• **What to do**
Scan the data, and whenever a line contains "tools", copy it.

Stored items

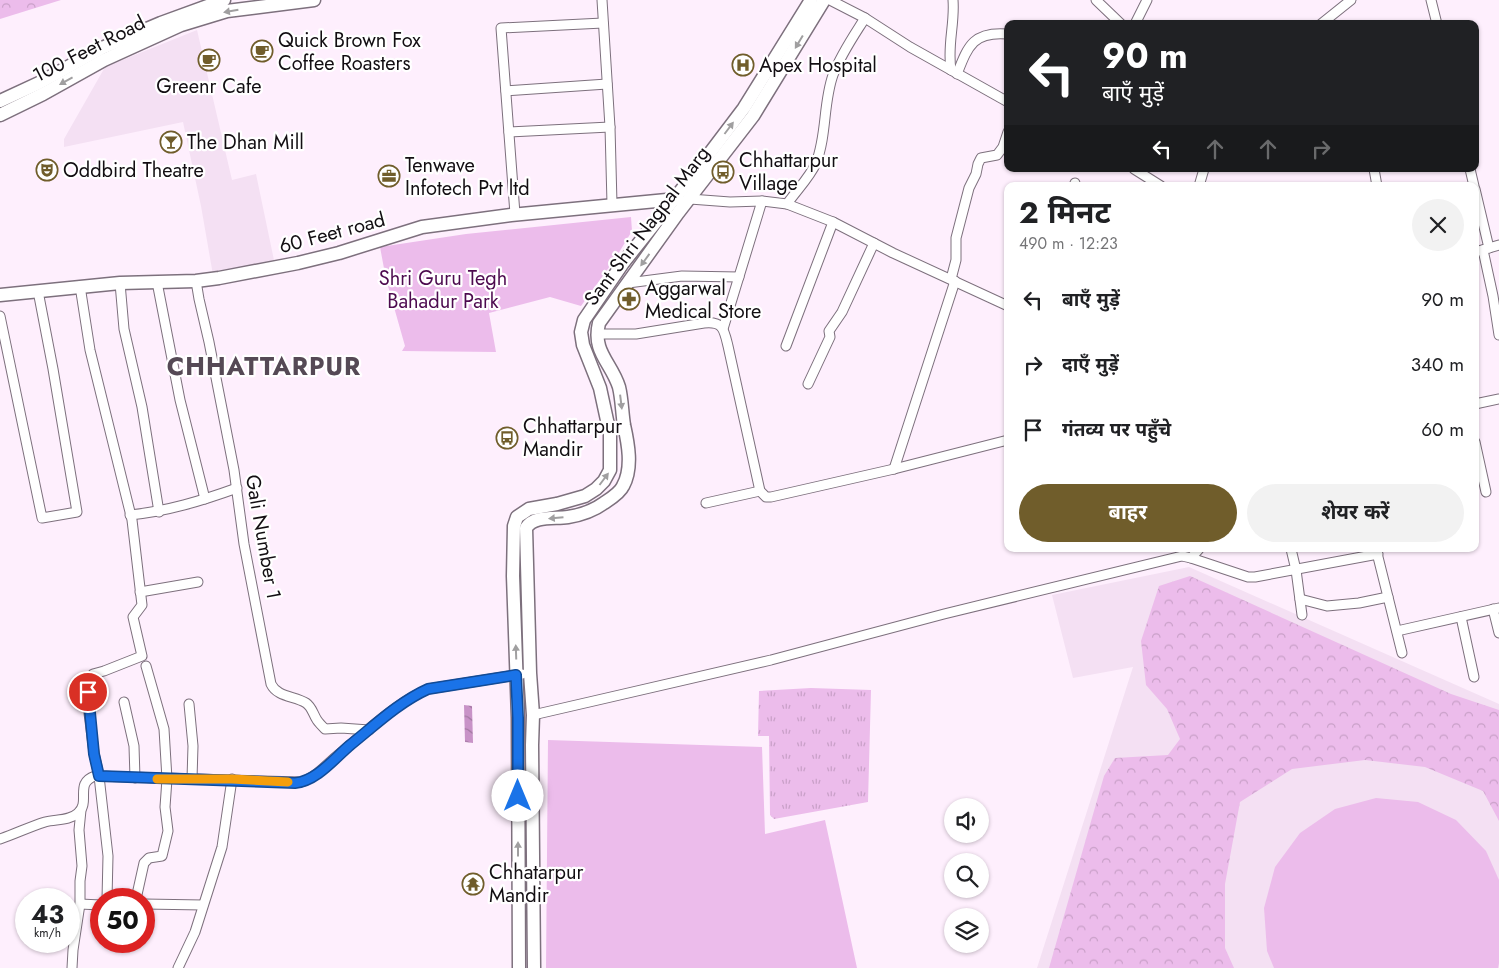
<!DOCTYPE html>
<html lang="hi">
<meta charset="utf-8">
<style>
body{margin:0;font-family:Jost,"Noto Sans Devanagari",sans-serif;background:#f2f2f2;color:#202124;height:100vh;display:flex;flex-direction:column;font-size:19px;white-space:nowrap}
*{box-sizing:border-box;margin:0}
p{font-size:16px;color:#757577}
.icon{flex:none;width:28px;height:28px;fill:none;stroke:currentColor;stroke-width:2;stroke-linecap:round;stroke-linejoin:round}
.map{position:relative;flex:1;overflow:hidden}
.details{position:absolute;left:1004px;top:182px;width:475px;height:370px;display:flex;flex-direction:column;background:#fff;border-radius:10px;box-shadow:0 1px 4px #0004}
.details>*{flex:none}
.hud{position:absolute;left:1004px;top:20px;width:475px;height:152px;border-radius:10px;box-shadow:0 1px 4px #0004;background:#202124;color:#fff;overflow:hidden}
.tools{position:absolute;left:944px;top:798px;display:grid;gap:10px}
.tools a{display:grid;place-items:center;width:45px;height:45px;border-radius:50%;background:#fff;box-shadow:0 1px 4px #0004;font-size:25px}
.speed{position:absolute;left:15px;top:888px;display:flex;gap:10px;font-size:25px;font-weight:700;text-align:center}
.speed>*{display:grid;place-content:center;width:65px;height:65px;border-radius:50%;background:#fff;box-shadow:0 1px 4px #0004;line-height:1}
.speed small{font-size:12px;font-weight:400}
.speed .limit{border:8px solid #d22;background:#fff;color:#111}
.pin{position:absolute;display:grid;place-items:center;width:42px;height:42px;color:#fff;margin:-21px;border:2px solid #fff;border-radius:50%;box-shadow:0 1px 5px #0007}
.me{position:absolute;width:55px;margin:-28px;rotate:0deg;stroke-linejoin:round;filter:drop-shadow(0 0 4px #0008)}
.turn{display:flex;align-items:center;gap:18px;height:105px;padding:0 15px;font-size:22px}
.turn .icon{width:65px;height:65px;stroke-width:2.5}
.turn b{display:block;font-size:35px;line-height:42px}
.lanes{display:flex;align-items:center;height:48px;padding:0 15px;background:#0003;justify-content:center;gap:25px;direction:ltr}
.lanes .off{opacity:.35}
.round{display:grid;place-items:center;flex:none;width:52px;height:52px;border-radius:26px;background:#f2f2f2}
.headline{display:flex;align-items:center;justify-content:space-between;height:85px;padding:0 15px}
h1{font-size:30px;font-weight:700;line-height:38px}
.primary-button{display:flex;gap:10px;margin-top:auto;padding:10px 15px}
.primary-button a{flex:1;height:58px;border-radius:30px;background:#705d2b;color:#fff;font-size:20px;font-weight:700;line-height:58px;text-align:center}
.primary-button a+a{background:#f2f2f2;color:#202124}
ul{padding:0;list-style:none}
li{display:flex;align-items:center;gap:15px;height:65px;padding:0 15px}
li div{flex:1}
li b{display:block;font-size:19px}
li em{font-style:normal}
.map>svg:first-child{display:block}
.built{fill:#f4e0f3}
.grass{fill:url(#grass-tufts)}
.forest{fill:url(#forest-crowns)}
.green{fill:#ecbceb}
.water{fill:url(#water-waves)}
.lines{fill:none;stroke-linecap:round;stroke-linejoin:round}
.street-casing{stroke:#7d707d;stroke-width:11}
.secondary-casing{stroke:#7d707d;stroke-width:15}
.street{stroke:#fff;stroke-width:9}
.secondary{stroke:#fff;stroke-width:12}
.oneway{fill:#a09fa0}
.route-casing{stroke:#114b97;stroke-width:12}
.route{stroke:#1a73e8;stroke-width:9}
.slow{stroke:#f59e0b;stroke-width:9}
.labels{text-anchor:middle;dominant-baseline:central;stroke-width:4.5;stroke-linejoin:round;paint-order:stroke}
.poi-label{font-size:20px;fill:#120e12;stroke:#fff;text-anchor:start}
.street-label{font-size:20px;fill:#120e12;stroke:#fff}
.park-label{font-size:20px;fill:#4d0a4f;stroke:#fff}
.district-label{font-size:25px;font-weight:bold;letter-spacing:1px;fill:#554955;stroke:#fff}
</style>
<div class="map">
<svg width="1499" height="968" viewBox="0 0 1499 968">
<defs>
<pattern id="grass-tufts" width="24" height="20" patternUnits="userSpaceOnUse" patternTransform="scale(1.25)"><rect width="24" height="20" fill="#ecbceb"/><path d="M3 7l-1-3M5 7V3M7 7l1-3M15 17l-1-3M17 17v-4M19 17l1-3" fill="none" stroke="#c9a0c8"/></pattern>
<pattern id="forest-crowns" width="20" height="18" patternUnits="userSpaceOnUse" patternTransform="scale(1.25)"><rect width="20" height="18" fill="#ecbceb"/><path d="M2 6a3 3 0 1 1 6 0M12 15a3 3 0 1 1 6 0" fill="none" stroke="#c9a0c8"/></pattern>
<pattern id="water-waves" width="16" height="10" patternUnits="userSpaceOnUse" patternTransform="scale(1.25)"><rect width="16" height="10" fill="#c892c7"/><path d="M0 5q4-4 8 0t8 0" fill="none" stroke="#a176a0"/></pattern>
</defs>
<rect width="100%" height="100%" fill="#feeffd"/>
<g class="built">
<path d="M197,30L232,180L256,174L275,265L213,275L201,206L183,122L64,147V139L105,67Z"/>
<path d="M1189,567L1499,704V968H1037L1133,667L1073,678L1052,595Z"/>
</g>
<path class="grass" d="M811,688L871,690L868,802L774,819L770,815L769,736H758L759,691Z"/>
<g class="forest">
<path d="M0,0H61L0,19Z"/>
<path d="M1190,576L1451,694L1499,710V821L1483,791L1425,767L1365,760L1292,769L1240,802L1225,884V948L1234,968H1049L1104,776L1115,758L1168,755L1180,739L1167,709L1146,685L1141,641L1159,586Z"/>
</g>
<g class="green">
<path d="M631,217L632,231L615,259L581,306L550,297L489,313L496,352L402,351L405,346L386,279L380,247L466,234Z"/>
<path d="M548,740L762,747L765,834L825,820L857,968H546Z"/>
<path d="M1376,798L1418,802L1456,820L1486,851L1499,880V963L1498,968H1274L1267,951L1264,908L1275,867L1300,833L1335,809Z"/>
</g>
<path class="water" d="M464,705L472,706L473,743L465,742Z"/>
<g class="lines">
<g class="street-casing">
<g id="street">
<path d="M602,0L610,127L612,204"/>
<path d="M830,0L865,18L910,47L1008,102"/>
<path d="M1096,0L1121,24"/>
<path d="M1431,0L1437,24"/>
<path d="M1135,24L1147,0"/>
<path d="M1321,24L1351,0"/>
<path d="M951,70C947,45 955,24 953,0"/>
<path d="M957,74C968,46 973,31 1008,34"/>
<path d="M506,91L607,84"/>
<path d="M509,132L610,127"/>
<path d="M1134,169L1161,186"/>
<path d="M1374,169L1377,186"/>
<path d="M1470,169L1474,186"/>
<path d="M1074,186L1075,183"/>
<path d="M1199,186L1204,169"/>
<path d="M1475,189L1489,248"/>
<path d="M690,199L730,202L762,201L787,204L833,222L893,253L1008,306"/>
<path d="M787,204C796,191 810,177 816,163C827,135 823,103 833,75C841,54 853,37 865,18"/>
<path d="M515,214L501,28L603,23"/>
<path d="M1483,250L1493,296L1499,335"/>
<path d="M1475,252L1499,245"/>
<path d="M951,279L956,260V238L969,188L976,174L978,164L981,158L997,155L1003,147L1008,132"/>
<path d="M196,281L199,299L209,342L234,470L244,544L271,684C277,697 295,696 306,703C312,707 313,714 317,720C319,723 322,726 325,729L341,728L369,730"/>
<path d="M157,282L180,400L205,499"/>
<path d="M120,283L124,329L142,407L159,512"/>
<path d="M628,283L682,276L739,277"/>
<path d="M80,286L90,350L132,520L142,605L133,617L142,656L104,671L93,674L88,692V705L94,753L99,776L108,856L107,899"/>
<path d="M0,316L42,518L77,512L53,369L38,291"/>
<path d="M723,329L762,201"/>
<path d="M597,334H636L704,323C723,321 724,329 728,346L760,491L766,497H771L894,469L1008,440"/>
<path d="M786,346L833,222"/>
<path d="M808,384L830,337L829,331L842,312L874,243"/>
<path d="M1475,404L1499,399"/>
<path d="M1475,442L1486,492"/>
<path d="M894,469L955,281"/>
<path d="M706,503L760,491"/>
<path d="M130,515C168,511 201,501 237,488"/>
<path d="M1291,549L1296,570L1302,615"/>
<path d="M1376,549L1402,653"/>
<path d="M1191,558L1248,577H1255L1378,554"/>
<path d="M140,592L198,582"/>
<path d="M1300,599L1327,606L1359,603L1388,597"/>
<path d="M1493,609L1499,633"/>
<path d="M1461,617L1474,677"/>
<path d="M1397,631L1499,608"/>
<path d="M124,702L134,746L135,778"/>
<path d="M189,704L193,746L192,779"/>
<path d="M533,715L771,660L944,614L1182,556L1191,558L1199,549"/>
<path d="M0,839C15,834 29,827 45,822C56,819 69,821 78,813C91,802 74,783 95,776L301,782C315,778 326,765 338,755C366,732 394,704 428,689L522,674"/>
<path d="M136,899L144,863L149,858L162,856L168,831L165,807L167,779L164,729L146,666"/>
<path d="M80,904L101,905"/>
<path d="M144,904L203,905"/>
<path d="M72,968L73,950L80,904V881L82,866L79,830L81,810"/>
<path d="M178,968L195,932L222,847L232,779"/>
</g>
</g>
<g class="secondary-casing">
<g id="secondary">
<path d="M0,101L39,83L102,48L161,23L224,0"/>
<path d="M0,115L43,94L104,60L181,25L227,11L314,0"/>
<path d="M0,295L120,283L196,281L219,278L298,263L339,253L422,227L511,215L677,199"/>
<path d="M519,968L518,718L513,576L514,526L517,517L529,509L557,504L585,496L596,489L604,481L610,470V434L600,388L583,345L581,332L584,320L623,263L691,178L744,108L811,0"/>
<path d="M534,968L532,745L533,715L530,673L526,528C534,515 554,519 568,517C581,515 593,511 604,503C610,499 620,493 623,486C633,468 628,443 624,425C622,413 622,399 619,387C611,362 592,352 599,323L678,213L753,116L824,0"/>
</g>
</g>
<use href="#street" class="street"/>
<use href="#secondary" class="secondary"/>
</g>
<defs><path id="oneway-solid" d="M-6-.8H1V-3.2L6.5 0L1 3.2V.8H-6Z" transform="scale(1.25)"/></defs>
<g class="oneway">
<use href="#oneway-solid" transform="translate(231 11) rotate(170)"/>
<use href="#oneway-solid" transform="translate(799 42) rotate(121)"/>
<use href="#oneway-solid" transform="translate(66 81) rotate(151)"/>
<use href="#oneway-solid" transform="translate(729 128) rotate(-53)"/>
<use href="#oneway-solid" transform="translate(645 260) rotate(126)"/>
<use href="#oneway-solid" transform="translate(621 402) rotate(83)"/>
<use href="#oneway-solid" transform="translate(604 479) rotate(-53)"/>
<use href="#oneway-solid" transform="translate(556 518) rotate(175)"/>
<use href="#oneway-solid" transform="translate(516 652) rotate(-92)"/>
<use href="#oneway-solid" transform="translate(518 849) rotate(-90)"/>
</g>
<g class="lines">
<g class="route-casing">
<path id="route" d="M88,692L94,754L99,776L295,783C316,781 333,760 349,746C374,726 399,702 428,689L516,675L518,718V796"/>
</g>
<use href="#route" class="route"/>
<path class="slow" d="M157,779H232L288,782"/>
</g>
<defs>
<g id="cafe-ring" transform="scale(1.125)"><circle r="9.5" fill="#fff" stroke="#705d2b" stroke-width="1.5"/><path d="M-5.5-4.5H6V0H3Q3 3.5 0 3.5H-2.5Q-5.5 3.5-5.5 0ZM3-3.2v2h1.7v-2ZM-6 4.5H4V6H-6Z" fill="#705d2b"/></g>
<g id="hospital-ring" transform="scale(1.125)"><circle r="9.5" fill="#fff" stroke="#705d2b" stroke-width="1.5"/><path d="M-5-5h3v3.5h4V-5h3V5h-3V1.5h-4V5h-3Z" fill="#705d2b"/></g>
<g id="bar-ring" transform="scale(1.125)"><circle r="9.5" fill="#fff" stroke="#705d2b" stroke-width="1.5"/><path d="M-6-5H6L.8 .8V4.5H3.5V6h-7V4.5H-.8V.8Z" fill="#705d2b"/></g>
<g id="theatre-ring" transform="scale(1.125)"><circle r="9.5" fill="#fff" stroke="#705d2b" stroke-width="1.5"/><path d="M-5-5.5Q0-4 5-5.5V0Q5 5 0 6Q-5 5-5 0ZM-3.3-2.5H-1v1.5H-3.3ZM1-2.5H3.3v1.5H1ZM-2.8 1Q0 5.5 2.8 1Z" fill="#705d2b"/></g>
<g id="bus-ring" transform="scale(1.125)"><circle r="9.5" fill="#fff" stroke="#705d2b" stroke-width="1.5"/><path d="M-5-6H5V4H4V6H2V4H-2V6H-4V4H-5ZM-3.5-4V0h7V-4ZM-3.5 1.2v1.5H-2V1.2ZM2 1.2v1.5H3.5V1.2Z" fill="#705d2b"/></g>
<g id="office-ring" transform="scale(1.125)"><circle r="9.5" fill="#fff" stroke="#705d2b" stroke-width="1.5"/><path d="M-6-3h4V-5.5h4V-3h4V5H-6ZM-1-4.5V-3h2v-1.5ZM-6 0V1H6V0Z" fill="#705d2b"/></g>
<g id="pharmacy-ring" transform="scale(1.125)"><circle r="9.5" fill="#fff" stroke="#705d2b" stroke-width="1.5"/><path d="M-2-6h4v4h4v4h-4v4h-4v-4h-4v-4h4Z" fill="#705d2b"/></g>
<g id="temple-ring" transform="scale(1.125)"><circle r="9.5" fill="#fff" stroke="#705d2b" stroke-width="1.5"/><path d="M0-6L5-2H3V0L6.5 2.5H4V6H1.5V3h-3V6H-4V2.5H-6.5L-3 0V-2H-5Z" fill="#705d2b"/></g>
</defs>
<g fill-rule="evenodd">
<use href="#cafe-ring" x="262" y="51"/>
<use href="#cafe-ring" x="209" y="60"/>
<use href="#hospital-ring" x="743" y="65"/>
<use href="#bar-ring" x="171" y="142"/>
<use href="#theatre-ring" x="47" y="170"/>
<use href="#bus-ring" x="723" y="172"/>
<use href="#office-ring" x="389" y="176"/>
<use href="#pharmacy-ring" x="629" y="299"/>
<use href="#bus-ring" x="507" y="438"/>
<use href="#temple-ring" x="473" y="884"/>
</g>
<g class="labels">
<g class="poi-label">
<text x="278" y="40">Quick Brown Fox<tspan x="278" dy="23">Coffee Roasters</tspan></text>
<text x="759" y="65">Apex Hospital</text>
<text x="209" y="86" text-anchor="middle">Greenr Cafe</text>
<text x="187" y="142">The Dhan Mill</text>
<text x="739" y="160">Chhattarpur<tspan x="739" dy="23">Village</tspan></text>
<text x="405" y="165">Tenwave<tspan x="405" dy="23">Infotech Pvt ltd</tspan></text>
<text x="63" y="170">Oddbird Theatre</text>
<text x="645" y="288">Aggarwal<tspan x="645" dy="23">Medical Store</tspan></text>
<text x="523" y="426">Chhattarpur<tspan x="523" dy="23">Mandir</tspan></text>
<text x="489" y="872">Chhatarpur<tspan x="489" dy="23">Mandir</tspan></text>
</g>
<g class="street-label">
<text transform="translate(89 49) rotate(-27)">100 Feet Road</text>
<text transform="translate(647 226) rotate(-53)">Sant Shri Nagpal Marg</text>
<text transform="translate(332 233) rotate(-15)">60 Feet road</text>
<text transform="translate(263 537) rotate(80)">Gali Number 1</text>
</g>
<g class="park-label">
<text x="443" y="278">Shri Guru Tegh<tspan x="443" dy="23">Bahadur Park</tspan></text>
</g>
<g class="district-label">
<text x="264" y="366">CHHATTARPUR</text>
</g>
</g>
</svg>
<div class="tools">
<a><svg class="icon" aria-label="sound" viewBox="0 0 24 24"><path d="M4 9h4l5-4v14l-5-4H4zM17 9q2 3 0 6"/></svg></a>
<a><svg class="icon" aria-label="search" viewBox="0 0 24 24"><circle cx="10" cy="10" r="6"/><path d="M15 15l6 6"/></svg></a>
<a><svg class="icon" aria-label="layers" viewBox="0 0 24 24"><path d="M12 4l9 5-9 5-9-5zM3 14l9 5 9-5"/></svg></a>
</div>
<div class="speed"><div>43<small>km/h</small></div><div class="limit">50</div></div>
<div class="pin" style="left:88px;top:692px;background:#d93025"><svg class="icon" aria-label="arrive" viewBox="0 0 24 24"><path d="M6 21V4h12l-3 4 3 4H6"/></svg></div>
<svg class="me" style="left:518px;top:796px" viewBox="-20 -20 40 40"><circle r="19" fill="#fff"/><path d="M0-13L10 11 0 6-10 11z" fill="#1a73e8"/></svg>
<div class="hud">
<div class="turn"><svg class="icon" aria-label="left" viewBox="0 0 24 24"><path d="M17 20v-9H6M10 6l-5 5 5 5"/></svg><div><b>90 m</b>बाएँ मुड़ें</div></div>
<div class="lanes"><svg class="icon" aria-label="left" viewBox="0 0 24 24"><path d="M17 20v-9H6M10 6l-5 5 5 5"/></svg><svg class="icon off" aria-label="ahead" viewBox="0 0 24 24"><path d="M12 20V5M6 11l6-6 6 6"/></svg><svg class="icon off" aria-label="ahead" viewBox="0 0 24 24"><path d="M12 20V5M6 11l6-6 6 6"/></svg><svg class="icon off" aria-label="right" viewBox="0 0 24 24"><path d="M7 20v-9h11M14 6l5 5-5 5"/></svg></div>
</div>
<section class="details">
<div class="headline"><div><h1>2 मिनट</h1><p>490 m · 12:23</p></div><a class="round"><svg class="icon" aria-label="close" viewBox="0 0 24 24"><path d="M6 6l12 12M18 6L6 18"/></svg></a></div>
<ul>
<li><svg class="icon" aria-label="left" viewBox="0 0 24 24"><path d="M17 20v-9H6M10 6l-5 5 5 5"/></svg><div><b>बाएँ मुड़ें</b></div><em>90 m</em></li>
<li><svg class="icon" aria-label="right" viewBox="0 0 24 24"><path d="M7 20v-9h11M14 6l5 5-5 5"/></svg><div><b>दाएँ मुड़ें</b></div><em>340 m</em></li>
<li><svg class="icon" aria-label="arrive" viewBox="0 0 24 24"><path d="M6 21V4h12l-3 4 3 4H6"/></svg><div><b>गंतव्य पर पहुँचे</b></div><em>60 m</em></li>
</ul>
<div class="primary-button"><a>बाहर</a><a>शेयर करें</a></div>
</section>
</div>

• **Reply to the exercise**
.tools{position:absolute;left:944px;top:798px;display:grid;gap:10px}
.tools a{display:grid;place-items:center;width:45px;height:45px;border-radius:50%;background:#fff;box-shadow:0 1px 4px #0004;font-size:25px}
<div class="tools">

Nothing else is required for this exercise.